03.04.2008
Quand la vérité est un crime
PARIS - Le sous-préfet de Saintes (Charente-Maritime), Bruno Guigue, a été limogé après avoir publié sur le site Internet "oumma.com" une tribune "très violemment anti-israélienne", a-t-on appris samedi auprès du ministère de l'Intérieur.
La ministre de l'Intérieur Michèle Alliot-Marie, mise au courant mercredi du contenu de cette tribune, a "pris immédiatement un décret mettant fin aux fonctions du sous-préfet" qui a tenu des "termes tout à fait inacceptables" et violé son "devoir de réserve", explique-t-on de même source.
Bruno Guigue a notamment déclaré dans sa tribune publiée le 13 mars qu'Israël est le "seul Etat au monde dont les snipers abattent des fillettes à la sortie des écoles". Il a également évoqué "les geôles israéliennes, où grâce à la loi religieuse, on s'interrompt de torturer durant le shabbat". AP
Note de P&P : Revenons sur les propos de Bruno Guigue qui ont manifestement déclenché les foudres du gouvernement français par l'intermédiaire de son ministre de l'Intérieur Michèle Alliot-Marie :
1/Bruno Guigue a déclaré « les snipers abattent des fillettes à la sortie des écoles » :
Malheureusement les cas d’assassinat d’enfants palestiniens par les snipers de Tsahal sont largement documentés, Bruno Guigue a simplement dit une vérité :
http://www.webarabic.com/wa-forum/lofiversion/index.php/t...
http://www.wmaker.net/alterinfo/L-extermination-des-enfan...
http://www.infos-dieppoises.fr/Archives2002/TemoinsPalest...
Il est à noter que l’occupation de la Palestine a fait plus de 50.000 victimes dont une majorité de civils palestiniens. Outre les snipers, Israël a développé des techniques d’assassinat et de génocide toujours plus inhumaines :
- bombardements de civils
- embargo
- bombes incendiaires (armement déclaré illégal)
- armes à l’uranium appauvri (armement déclaré illégal)
- ...
2/ Bruno Guigue a également déclaré « les geôles israéliennes, où grâce à la loi religieuse, on s'interrompt de torturer durant le shabbat »
A ce jour, 8.500 Palestiniens croupissent dans les prisons israéliennes dont 102 femmes, 2 bébés et 450 enfants de moins de 17 ans.
Là aussi la pratique généralisée de la torture est un fait avéré depuis des décennies, confirmé par des dizaines d’ONG dont la Ligue des Droits de l’Homme ou Amnesty International.
Du reste l’Etat d’Israël ne se cache même plus de ces pratiques puisque la Haute Cour de Justice israélienne a officiellement légalisé la torture en 2000.
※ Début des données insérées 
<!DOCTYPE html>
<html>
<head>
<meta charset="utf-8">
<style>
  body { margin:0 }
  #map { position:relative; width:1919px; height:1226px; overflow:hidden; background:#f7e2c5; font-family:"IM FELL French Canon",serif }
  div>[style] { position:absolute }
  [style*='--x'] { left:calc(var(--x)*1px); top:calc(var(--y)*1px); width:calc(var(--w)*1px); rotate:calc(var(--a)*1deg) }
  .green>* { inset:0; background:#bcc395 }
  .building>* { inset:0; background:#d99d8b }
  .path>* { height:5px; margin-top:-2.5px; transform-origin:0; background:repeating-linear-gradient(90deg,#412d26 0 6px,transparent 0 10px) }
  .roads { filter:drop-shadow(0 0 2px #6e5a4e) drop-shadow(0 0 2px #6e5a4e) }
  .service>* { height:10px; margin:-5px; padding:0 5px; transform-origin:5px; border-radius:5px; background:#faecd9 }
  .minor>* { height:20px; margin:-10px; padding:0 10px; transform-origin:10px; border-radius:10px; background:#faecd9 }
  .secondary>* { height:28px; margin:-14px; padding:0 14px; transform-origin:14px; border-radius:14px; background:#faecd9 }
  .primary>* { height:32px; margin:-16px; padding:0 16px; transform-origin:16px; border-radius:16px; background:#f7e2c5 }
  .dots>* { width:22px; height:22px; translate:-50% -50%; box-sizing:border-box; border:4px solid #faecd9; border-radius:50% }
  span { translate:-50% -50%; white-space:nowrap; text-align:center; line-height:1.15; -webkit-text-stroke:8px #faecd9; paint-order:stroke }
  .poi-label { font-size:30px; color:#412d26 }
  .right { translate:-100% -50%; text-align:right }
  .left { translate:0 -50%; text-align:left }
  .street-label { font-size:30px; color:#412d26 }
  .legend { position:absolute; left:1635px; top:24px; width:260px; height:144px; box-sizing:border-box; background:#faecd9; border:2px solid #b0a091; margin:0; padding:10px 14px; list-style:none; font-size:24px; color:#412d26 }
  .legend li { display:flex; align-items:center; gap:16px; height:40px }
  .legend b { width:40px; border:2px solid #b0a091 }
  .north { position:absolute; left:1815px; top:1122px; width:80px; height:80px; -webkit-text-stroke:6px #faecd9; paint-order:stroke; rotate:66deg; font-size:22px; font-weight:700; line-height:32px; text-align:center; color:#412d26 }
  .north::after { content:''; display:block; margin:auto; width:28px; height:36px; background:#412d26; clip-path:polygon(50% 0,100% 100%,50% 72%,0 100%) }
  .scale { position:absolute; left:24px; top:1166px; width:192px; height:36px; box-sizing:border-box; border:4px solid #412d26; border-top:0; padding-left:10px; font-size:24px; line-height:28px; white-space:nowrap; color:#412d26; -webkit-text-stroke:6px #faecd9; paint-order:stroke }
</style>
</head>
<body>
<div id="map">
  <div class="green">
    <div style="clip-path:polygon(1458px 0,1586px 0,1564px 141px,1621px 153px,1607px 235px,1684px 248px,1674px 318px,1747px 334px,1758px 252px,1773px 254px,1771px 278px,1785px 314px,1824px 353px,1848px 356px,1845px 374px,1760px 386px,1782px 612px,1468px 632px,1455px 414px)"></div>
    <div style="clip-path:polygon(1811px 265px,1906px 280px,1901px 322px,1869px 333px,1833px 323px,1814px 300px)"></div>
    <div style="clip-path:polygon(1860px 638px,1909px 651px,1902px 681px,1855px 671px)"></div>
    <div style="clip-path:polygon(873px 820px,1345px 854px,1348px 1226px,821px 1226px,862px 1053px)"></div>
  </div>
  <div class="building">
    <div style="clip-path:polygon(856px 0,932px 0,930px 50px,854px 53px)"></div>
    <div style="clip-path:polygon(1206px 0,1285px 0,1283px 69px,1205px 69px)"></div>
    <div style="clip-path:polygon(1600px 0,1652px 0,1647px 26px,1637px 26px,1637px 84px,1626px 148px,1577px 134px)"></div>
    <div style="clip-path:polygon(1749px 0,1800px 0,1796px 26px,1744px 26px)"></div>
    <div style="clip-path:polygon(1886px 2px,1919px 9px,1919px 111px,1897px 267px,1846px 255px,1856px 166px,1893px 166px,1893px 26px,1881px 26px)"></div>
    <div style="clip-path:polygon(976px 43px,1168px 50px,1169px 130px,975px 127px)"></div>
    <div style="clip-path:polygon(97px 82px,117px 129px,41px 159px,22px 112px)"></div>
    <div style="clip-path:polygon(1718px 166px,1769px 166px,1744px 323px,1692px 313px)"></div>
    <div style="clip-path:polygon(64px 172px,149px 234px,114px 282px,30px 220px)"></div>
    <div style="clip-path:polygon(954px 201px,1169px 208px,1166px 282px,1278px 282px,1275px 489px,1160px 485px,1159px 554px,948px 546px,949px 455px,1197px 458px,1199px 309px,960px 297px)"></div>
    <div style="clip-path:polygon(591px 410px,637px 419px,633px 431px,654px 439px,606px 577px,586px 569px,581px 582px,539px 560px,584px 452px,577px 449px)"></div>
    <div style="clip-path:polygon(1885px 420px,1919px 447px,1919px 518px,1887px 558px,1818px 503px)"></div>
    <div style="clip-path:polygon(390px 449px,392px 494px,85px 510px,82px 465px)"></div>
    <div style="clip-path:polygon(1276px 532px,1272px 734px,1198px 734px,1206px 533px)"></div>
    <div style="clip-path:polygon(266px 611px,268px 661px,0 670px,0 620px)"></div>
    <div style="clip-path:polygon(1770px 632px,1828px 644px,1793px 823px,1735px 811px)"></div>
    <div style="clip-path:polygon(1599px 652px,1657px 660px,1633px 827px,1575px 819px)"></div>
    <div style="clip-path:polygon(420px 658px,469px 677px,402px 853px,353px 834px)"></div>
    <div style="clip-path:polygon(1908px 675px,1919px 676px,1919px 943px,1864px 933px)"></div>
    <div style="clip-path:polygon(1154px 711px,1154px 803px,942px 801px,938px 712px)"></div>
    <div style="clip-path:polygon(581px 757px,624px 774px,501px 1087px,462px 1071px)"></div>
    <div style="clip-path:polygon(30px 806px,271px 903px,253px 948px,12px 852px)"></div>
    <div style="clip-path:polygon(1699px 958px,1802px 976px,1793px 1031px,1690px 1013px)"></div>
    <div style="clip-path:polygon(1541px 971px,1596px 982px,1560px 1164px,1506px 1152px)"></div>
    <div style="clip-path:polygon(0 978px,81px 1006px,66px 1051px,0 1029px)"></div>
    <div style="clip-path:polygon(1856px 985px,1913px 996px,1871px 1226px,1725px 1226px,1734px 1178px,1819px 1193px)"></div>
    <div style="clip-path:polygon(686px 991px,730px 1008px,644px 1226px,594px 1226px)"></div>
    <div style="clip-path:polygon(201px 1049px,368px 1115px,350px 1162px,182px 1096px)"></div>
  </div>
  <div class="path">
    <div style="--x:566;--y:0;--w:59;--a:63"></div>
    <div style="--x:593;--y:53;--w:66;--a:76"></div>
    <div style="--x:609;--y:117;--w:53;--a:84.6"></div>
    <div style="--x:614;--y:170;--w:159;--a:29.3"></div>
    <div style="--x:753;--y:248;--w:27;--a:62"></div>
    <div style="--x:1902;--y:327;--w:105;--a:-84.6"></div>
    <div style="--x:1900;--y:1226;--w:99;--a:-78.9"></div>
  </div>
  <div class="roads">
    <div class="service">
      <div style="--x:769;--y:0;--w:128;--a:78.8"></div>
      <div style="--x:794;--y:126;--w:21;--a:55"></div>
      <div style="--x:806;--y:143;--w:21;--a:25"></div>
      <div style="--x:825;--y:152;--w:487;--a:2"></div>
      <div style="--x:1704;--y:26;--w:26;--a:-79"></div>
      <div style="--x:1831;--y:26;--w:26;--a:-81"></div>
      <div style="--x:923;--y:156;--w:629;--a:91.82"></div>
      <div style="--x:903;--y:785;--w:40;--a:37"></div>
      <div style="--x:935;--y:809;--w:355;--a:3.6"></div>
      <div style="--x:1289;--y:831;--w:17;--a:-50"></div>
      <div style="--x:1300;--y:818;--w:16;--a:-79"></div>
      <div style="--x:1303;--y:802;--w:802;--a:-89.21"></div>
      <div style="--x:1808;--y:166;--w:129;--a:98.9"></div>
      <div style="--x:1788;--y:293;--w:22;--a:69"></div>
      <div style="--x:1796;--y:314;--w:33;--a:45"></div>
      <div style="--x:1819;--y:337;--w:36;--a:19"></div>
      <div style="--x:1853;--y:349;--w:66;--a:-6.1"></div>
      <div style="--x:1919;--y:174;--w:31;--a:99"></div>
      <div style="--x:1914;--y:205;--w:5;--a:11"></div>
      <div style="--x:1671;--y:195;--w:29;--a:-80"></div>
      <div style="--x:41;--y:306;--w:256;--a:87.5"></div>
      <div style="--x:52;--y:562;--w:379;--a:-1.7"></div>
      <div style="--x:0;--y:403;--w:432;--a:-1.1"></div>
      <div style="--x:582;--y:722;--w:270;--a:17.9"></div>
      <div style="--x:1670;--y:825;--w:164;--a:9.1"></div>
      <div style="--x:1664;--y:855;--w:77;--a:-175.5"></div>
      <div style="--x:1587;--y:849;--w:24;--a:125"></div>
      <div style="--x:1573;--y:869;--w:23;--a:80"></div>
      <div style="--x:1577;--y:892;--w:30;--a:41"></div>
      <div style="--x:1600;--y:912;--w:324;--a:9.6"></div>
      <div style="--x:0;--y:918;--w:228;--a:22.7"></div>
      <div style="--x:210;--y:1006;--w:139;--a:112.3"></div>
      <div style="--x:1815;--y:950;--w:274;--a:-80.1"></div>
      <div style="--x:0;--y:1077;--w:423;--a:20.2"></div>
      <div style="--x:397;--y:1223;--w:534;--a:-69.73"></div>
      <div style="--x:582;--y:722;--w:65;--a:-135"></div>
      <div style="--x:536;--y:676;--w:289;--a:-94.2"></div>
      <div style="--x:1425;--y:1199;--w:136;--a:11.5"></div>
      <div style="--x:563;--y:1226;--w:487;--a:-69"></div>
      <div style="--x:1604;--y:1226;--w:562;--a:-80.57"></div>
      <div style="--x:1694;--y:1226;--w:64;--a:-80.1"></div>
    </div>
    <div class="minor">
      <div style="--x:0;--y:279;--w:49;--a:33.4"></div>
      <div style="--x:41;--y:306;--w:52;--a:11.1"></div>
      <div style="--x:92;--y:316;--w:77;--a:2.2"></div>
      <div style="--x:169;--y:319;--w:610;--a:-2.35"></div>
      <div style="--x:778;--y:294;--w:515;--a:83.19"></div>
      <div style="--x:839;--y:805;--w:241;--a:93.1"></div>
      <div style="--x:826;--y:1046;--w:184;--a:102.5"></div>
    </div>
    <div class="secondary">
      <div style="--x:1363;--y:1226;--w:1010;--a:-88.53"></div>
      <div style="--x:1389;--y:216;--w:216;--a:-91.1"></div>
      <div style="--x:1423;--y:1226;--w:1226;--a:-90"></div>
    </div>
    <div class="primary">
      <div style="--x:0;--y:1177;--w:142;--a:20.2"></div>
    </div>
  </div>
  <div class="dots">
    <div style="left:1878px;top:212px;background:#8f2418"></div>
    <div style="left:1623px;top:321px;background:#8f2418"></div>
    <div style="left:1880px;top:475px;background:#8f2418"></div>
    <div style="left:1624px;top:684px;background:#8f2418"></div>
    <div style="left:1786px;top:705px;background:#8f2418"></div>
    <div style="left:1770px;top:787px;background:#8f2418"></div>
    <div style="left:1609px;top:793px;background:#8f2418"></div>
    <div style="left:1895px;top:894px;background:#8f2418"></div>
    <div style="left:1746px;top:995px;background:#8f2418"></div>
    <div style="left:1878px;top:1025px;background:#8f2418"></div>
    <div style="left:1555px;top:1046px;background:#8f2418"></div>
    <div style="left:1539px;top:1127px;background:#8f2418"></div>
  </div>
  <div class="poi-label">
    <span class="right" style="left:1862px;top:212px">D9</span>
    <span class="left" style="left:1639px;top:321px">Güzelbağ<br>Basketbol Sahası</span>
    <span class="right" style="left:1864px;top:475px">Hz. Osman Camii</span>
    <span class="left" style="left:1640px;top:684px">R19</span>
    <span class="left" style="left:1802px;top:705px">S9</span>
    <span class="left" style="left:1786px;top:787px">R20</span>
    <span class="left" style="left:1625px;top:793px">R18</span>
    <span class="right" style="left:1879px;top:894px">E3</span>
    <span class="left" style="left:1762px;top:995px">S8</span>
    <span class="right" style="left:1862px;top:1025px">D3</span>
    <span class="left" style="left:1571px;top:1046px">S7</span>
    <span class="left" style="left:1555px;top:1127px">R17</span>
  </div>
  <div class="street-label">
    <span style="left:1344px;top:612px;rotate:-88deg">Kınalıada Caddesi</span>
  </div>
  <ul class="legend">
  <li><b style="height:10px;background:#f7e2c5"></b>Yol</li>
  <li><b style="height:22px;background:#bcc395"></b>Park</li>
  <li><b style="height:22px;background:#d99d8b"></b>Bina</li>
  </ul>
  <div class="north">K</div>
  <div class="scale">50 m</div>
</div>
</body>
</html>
Bien sûr ces abominations se font sous couvert de la morale, du bien et de la religion. De la même façon que les tortionnaires d’Abu Ghraïb cessent probablement de torturer pendant Noël afin de célébrer la naissance de Jésus Christ.
Le limogeage du sous-préfet Guigue fait partie des ces décisions politiques où la vérité est combattue par les pouvoirs en place. De telles pratiques peuvent nous rappeler les épisodes les plus sombres de l’histoire de l’Humanité.
Pour conclure je souhaite partager avec vous cet extrait de 11 Septembre, L’Ultime Vérité qui met bien relief ce décalage dramatique entre les faits avérés concernant Israël et les décisions et conclusions qui en sont tirées :
« Winston Churchill témoigna devant la commission Peel, déclarant que la population autochtone arabe n’avait pas plus de droits sur la Palestine qu’un « chien devant une gamelle n’a, au fond, de droit sur celle-ci, même s’il est là depuis très longtemps. » Il reconnut ensuite qu’« aucun mal ne fut fait à ces gens en ce qu’une race plus forte, plus talentueuse ou en tous cas pour ainsi dire plus civilisée, soit arrivée pour les remplacer. »
Finkelstein fait part du paradoxe fondamental auquel il fut confronté au cours de l’écriture de son ouvrage :
Pendant la préparation des chapitres de ce livre dédiés au respect par Israël des droits de l’Homme dans les territoires occupés, je pris connaissance des quelques milliers de pages, littéralement, des rapports sur les droits de l’Homme publiés par diverses organisations farouchement indépendantes et très professionnelles – Amnesty International, Human Rights Watch, B'Tselem (le centre d’information israélien pour les droits de l’Homme dans les territoires occupés), le comité public contre la torture en Israël, les médecins pour les droits de l’Homme – Israël – chacune disposant de sa propre équipe autonome d’observateurs et d’enquêteurs.
À l’exception d’un seul point mineur, je n’ai pas trouvé un seul aspect légal ou un seul fait sur lequel ces organisations de défense des droits de l’Homme diffèraient.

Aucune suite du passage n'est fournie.